Revolta da Madeira: memória de luta contra os fascismos de ontem e de hoje
A Revolta da Madeira iniciou-se a 4 de abril de 1931, envolvendo militares e civis que se opuseram ao regime saído do golpe de 28 de maio de 1926. O movimento, rapidamente conhecido como a Revolta das Ilhas, estendeu-se também aos Açores e contou com simpatias em várias regiões do continente. Os revoltosos reclamavam o regresso à legalidade constitucional e às liberdades políticas que haviam sido suprimidas pela Ditadura Nacional, antecessora do Estado Novo. Apesar de ter sido derrotado em poucas semanas, o levantamento ficou na história como a primeira grande tentativa organizada de derrubar o regime autoritário.

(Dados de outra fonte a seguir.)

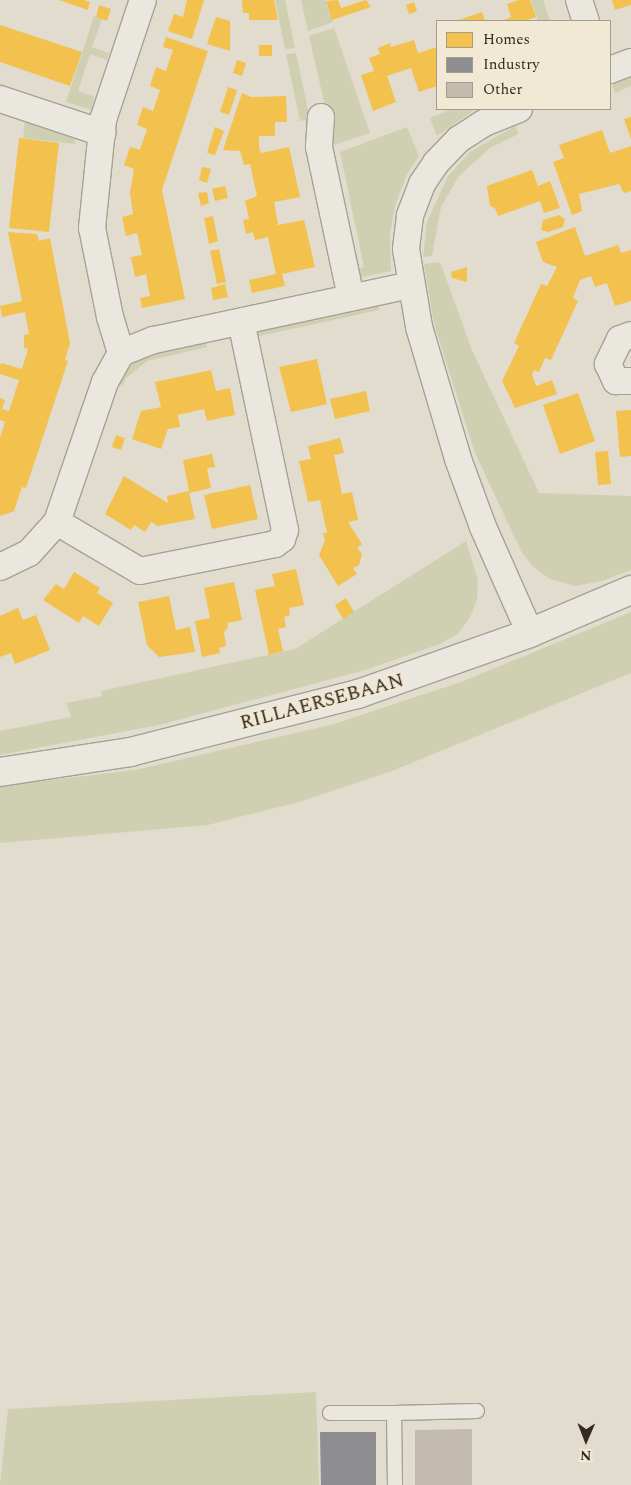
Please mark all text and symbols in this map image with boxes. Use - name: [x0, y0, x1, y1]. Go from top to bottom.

No comunicado divulgado esta manhã, o BE Madeira sublinha que a memória da Revolta deve continuar a inspirar a ação política e cívica. “A liberdade nunca é um dado adquirido. É preciso defendê-la diariamente contra todas as formas de intolerância e opressão”, refere o texto, que faz um paralelismo entre os combates do passado e os desafios democráticos do presente. O partido considera preocupante “o crescimento, dentro e fora do país, de movimentos extremistas que instrumentalizam o descontentamento popular para disseminar o ódio e atacar direitos fundamentais”.
O Bloco de Esquerda defende ainda que a Revolta da Madeira merece maior atenção no espaço público e nas escolas, como forma de fortalecer a cultura democrática. “É um episódio da história da Madeira e do país que exemplifica a força de quem recusou calar-se perante a injustiça e a tirania”, afirma a Comissão Regional, juntando-se às homenagens prestadas aos revoltosos que, em 1931, desafiaram o poder central em nome de uma sociedade mais livre e justa.
Para o partido, assinalar os 95 anos da Revolta significa também reafirmar compromissos com a democracia, a paz e a solidariedade. “A Revolta da Madeira permanece um legado de resistência e esperança”, conclui o comunicado, destacando que “a luta contra os fascismos de ontem e de hoje é parte essencial da identidade madeirense e do projeto democrático português”.